Mai Agnes' grand-daughter was staying at the weekend. She sleeps in the same bed as her grandmother. But sometimes the eight-year-old has an 'accident.'

"She did wee-wee in the bed. So I take the foam rubber outside my house to dry." The house is on a former white-owned farm, which now 'belongs' to a pro-ZANU-PF bishop. There was talk of demolishing the workers' houses a couple of years back. So far, it hasn't happened.

"Then we take some buckets to fetch water. I leave my mattress there, some few minutes only. But when we got back, it was gone."

She asked her neighbour, Mai Ngoni if she'd seen anything. Nothing. They conclude that someone had been watching her from the bush, rolled up the foam rubber mattress and disappeared. She vents her exasperation on the child.

"I told her: you did wee-wee on the bed and now the mattress is gone."
..........

Local remedies for bed-wetting are bananas or a spoonful of honey before bed.

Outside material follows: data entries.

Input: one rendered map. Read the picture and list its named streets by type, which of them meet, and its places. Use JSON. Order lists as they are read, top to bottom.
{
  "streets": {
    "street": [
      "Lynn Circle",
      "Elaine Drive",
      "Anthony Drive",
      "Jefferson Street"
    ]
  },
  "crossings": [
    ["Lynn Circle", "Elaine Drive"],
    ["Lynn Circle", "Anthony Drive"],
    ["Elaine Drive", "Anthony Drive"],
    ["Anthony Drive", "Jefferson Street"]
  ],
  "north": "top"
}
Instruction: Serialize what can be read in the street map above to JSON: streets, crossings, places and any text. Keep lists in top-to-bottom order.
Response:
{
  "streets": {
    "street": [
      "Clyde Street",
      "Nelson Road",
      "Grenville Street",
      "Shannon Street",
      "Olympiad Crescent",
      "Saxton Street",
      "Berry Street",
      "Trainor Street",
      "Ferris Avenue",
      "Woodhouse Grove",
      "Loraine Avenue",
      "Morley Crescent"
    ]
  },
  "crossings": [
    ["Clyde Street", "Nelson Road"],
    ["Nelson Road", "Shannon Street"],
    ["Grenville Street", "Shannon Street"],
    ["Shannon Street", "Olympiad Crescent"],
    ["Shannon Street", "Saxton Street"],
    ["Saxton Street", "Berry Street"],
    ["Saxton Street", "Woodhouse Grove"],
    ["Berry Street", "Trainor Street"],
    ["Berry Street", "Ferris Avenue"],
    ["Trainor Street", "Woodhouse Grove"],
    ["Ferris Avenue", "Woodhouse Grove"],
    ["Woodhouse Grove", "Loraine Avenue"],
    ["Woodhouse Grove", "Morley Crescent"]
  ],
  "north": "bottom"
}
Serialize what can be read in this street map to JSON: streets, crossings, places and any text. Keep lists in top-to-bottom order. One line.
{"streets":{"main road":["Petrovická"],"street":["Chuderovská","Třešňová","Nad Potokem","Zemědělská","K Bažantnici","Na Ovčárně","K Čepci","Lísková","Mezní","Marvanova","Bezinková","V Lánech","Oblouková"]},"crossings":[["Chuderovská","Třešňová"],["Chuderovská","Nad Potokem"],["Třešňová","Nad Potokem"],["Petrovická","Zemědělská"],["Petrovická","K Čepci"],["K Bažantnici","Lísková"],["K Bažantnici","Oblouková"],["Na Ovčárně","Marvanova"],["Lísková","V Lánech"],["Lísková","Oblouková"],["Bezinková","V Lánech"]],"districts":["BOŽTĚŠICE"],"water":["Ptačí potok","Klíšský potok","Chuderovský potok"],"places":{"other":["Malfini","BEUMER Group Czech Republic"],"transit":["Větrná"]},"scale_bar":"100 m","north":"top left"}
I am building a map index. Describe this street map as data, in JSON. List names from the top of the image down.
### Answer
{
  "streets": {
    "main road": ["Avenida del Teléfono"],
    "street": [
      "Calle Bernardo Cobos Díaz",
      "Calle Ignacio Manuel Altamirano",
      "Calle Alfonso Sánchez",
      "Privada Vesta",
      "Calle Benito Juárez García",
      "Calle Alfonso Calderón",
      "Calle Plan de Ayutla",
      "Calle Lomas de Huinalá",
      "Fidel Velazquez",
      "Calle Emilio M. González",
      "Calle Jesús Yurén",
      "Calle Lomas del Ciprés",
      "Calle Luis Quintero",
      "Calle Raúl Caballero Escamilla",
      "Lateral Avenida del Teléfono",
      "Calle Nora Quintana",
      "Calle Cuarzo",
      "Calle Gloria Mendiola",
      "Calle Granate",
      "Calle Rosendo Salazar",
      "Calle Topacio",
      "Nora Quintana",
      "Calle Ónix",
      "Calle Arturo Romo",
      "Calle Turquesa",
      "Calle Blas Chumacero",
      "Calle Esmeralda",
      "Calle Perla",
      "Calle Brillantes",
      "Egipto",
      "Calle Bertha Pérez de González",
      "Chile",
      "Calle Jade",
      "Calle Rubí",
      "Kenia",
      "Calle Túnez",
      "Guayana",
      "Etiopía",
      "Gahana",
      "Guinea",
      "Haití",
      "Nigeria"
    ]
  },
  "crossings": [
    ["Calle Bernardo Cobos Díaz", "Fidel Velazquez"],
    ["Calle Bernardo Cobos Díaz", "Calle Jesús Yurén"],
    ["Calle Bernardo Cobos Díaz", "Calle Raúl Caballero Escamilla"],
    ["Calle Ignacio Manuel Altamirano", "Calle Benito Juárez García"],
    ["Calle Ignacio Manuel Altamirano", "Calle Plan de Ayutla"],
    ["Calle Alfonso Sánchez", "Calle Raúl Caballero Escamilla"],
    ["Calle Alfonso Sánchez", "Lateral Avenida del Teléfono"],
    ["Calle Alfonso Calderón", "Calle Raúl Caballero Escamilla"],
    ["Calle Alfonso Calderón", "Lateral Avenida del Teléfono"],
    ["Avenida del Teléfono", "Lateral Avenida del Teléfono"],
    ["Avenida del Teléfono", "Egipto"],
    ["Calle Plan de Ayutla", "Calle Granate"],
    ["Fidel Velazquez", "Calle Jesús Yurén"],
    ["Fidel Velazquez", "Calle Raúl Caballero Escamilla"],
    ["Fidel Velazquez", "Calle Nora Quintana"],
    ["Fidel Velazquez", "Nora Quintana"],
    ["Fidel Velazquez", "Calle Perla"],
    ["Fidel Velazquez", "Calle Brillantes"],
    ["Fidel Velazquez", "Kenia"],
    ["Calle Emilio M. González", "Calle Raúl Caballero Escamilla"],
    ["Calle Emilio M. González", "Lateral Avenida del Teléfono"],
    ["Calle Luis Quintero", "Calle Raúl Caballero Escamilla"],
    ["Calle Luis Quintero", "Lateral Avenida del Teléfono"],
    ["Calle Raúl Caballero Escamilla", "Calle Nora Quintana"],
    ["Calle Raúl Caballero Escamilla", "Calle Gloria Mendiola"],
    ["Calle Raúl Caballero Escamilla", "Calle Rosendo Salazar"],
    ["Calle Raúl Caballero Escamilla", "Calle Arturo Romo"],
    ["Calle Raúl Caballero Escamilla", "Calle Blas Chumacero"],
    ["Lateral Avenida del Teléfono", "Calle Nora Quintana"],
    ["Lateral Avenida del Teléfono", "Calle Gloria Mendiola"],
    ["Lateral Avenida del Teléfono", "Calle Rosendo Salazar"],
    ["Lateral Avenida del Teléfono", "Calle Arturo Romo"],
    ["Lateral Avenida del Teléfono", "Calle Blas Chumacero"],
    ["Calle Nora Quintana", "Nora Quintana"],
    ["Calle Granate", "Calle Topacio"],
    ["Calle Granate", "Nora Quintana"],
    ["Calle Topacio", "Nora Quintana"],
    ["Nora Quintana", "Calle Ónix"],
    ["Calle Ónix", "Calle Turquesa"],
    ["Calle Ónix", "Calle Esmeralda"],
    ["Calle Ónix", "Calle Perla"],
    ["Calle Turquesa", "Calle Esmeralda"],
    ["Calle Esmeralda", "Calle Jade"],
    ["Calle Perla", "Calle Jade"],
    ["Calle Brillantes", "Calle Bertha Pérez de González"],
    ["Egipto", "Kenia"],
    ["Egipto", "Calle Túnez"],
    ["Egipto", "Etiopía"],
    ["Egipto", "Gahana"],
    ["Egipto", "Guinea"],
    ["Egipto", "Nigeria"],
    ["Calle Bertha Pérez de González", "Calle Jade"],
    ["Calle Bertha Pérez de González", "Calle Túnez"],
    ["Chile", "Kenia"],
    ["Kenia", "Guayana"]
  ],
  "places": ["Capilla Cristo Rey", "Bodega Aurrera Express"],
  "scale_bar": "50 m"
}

Mai Adam used to ban Mishi from drinks after 5. Mai Tadiwa used to get her up every two hours in the night (but she carried on bed-wetting till she was 12, she says. To make it worse, she shared a bed with her two sisters.)

..........

Police in the eastern city of Mutare have arrested a 37-year-old highschool teacher who beat his three sons with an electric cable for wetting the bed.

Teachers at one of the boys' schools in Sakubva township noticed the child had trouble sitting down.

The boys, ages 4, 9 and 11, were taken to Mutare Central Police Station. They had been beaten across the back. Some of the wounds had gone septic.

"The father was arrested and he admitted beating the children, saying they were bedwetting," said Police Superintendent Alfred Kasingarirwi.

"It is shocking that a father could ill-treat his children like that."

The children's mother died in 2005. They were cared for by their grandmother until 2008, when the father took custody of them.

............

"That man should look at himself," says E. "He was doing the same thing when he was a child."